ASSIGNMENT: Your job is to copy all the entries precisely as they stand.

RECORDS PROVIDED:
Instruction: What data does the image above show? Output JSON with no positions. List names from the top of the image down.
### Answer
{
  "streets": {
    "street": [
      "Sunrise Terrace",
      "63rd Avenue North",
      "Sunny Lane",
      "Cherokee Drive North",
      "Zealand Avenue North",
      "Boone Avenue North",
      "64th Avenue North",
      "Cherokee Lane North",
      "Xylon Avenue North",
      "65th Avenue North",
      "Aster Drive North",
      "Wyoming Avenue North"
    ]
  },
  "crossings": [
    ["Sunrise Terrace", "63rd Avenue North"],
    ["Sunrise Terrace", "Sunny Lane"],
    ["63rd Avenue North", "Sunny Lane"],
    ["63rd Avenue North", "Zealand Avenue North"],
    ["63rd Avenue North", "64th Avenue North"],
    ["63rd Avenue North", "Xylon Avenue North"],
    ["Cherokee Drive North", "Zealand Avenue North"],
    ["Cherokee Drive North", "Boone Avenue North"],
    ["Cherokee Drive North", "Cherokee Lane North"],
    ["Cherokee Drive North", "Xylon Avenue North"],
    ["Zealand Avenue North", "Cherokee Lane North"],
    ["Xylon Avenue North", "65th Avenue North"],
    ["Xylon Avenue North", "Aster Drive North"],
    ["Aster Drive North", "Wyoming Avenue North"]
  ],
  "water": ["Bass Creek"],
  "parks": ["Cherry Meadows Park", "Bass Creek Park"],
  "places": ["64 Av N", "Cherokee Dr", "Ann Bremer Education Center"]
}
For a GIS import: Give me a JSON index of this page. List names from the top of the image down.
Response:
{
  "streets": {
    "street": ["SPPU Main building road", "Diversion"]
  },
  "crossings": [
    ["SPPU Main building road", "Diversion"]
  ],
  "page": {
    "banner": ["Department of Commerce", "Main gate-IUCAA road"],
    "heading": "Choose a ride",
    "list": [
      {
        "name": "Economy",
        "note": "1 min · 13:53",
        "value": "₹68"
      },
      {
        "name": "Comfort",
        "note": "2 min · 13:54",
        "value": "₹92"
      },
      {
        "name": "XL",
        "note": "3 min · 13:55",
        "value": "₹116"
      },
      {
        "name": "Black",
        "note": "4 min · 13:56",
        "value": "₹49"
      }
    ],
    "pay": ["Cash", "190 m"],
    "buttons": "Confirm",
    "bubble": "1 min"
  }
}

RESPONSE AREA:
Instruction: What data does the image above show? Output JSON with no positions. List names from the top of the image down.
### Answer
{
  "streets": {
    "street": [
      "Sunrise Terrace",
      "63rd Avenue North",
      "Sunny Lane",
      "Cherokee Drive North",
      "Zealand Avenue North",
      "Boone Avenue North",
      "64th Avenue North",
      "Cherokee Lane North",
      "Xylon Avenue North",
      "65th Avenue North",
      "Aster Drive North",
      "Wyoming Avenue North"
    ]
  },
  "crossings": [
    ["Sunrise Terrace", "63rd Avenue North"],
    ["Sunrise Terrace", "Sunny Lane"],
    ["63rd Avenue North", "Sunny Lane"],
    ["63rd Avenue North", "Zealand Avenue North"],
    ["63rd Avenue North", "64th Avenue North"],
    ["63rd Avenue North", "Xylon Avenue North"],
    ["Cherokee Drive North", "Zealand Avenue North"],
    ["Cherokee Drive North", "Boone Avenue North"],
    ["Cherokee Drive North", "Cherokee Lane North"],
    ["Cherokee Drive North", "Xylon Avenue North"],
    ["Zealand Avenue North", "Cherokee Lane North"],
    ["Xylon Avenue North", "65th Avenue North"],
    ["Xylon Avenue North", "Aster Drive North"],
    ["Aster Drive North", "Wyoming Avenue North"]
  ],
  "water": ["Bass Creek"],
  "parks": ["Cherry Meadows Park", "Bass Creek Park"],
  "places": ["64 Av N", "Cherokee Dr", "Ann Bremer Education Center"]
}
For a GIS import: Give me a JSON index of this page. List names from the top of the image down.
Response:
{
  "streets": {
    "street": ["SPPU Main building road", "Diversion"]
  },
  "crossings": [
    ["SPPU Main building road", "Diversion"]
  ],
  "page": {
    "banner": ["Department of Commerce", "Main gate-IUCAA road"],
    "heading": "Choose a ride",
    "list": [
      {
        "name": "Economy",
        "note": "1 min · 13:53",
        "value": "₹68"
      },
      {
        "name": "Comfort",
        "note": "2 min · 13:54",
        "value": "₹92"
      },
      {
        "name": "XL",
        "note": "3 min · 13:55",
        "value": "₹116"
      },
      {
        "name": "Black",
        "note": "4 min · 13:56",
        "value": "₹49"
      }
    ],
    "pay": ["Cash", "190 m"],
    "buttons": "Confirm",
    "bubble": "1 min"
  }
}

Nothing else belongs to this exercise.